Conference: ICML 2026
arXiv: 2603.21901
Code: https://github.com/silent-commit/CLEAR (Available)
Area: Video Generation / Video Inpainting / Subtitle Removal
Keywords: Video Subtitle Removal, Diffusion Models, LoRA, Self-supervised Prior, Mask-free Inference

TL;DR

This paper proposes CLEAR for video subtitle removal: a two-stage training approach (Stage I uses a dual encoder + orthogonal decoupling to learn self-supervised subtitle prior masks; Stage II applies LoRA to the Wan2.1 video diffusion model + an occlusion head for adaptive weighting). Inference requires no masks or text detectors. By training only 0.77% of parameters, it achieves a PSNR of 26.80 dB on Chinese test sets (+6.77 dB over the strongest baseline) and demonstrates zero-shot generalization across 6 languages.

Background & Motivation

Background: Current video subtitle removal mainly relies on mask-guided video diffusion inpainting (e.g., DiffuEraser, EraserDiT, MiniMax-Remover), which depends on external text detection or segmentation to provide precise binary masks for every frame as a condition.

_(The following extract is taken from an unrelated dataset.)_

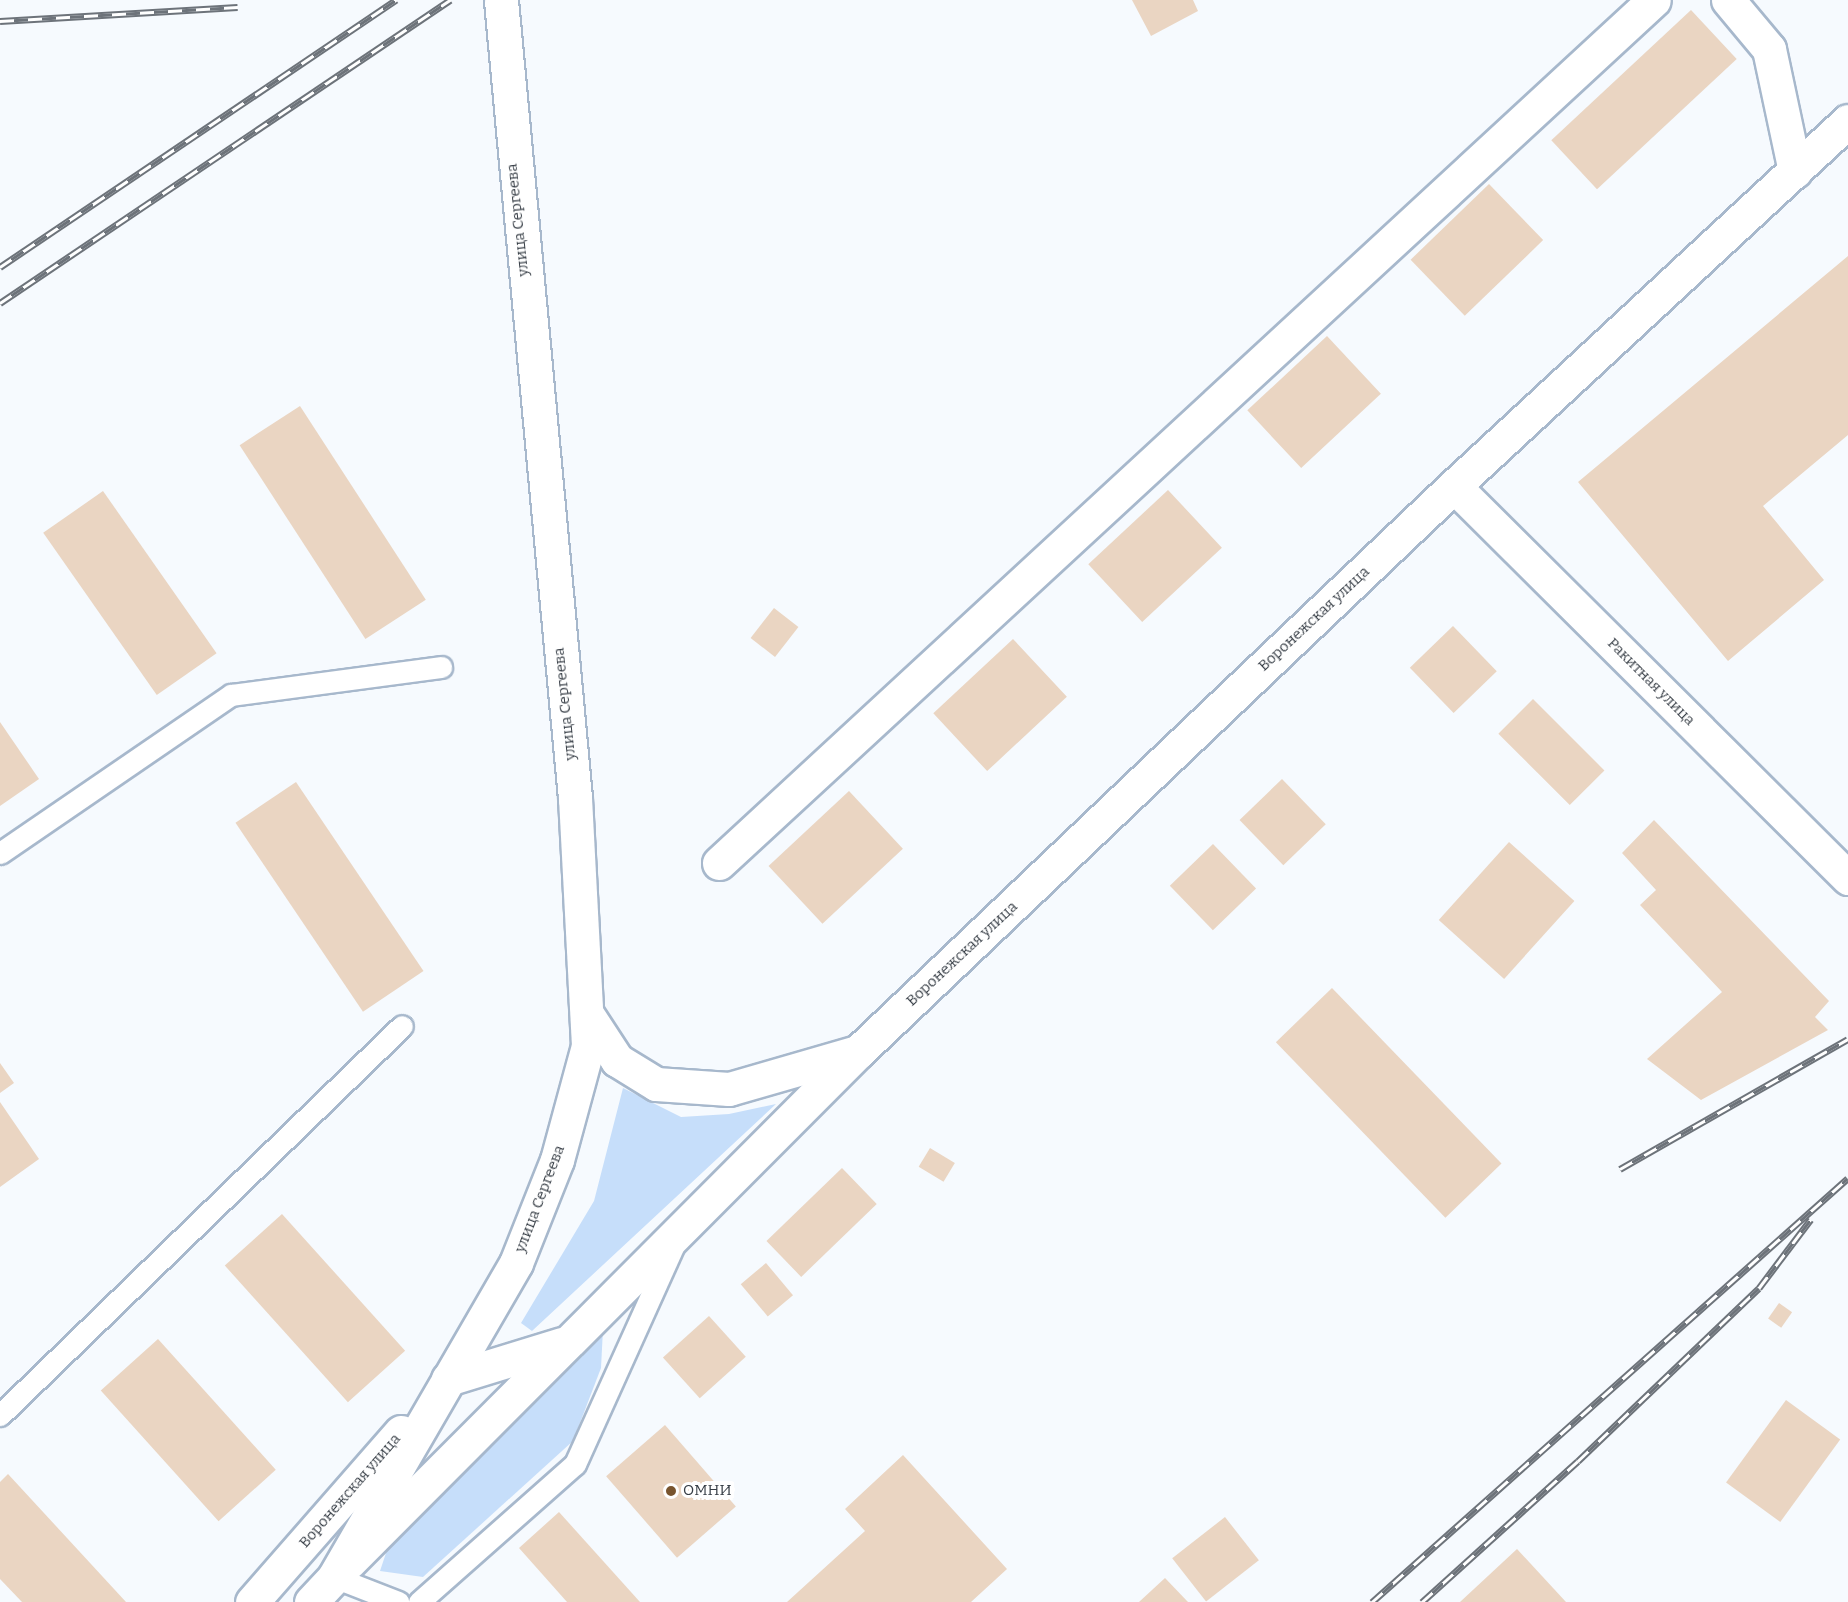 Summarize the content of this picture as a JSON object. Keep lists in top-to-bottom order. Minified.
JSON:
{"streets":{"street":["улица Сергеева","Воронежская улица","Ракитная улица"]},"crossings":[["улица Сергеева","Воронежская улица"],["Воронежская улица","Ракитная улица"]],"places":["ОМНИ"]}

Limitations of Prior Work: (L1) Low training efficiency—full-parameter training plus frame-by-frame mask annotation, where annotation requires manual labor or specialized models for long videos; (L2) Fragile inference—requires constant text detection/tracking during deployment; failure leads to flickering, artifacts, or drift; (L3) Static prior utilization—auxiliary priors (heatmaps, optical flow) are weighted uniformly, ignoring the reliability differences of subtitles across frames and regions.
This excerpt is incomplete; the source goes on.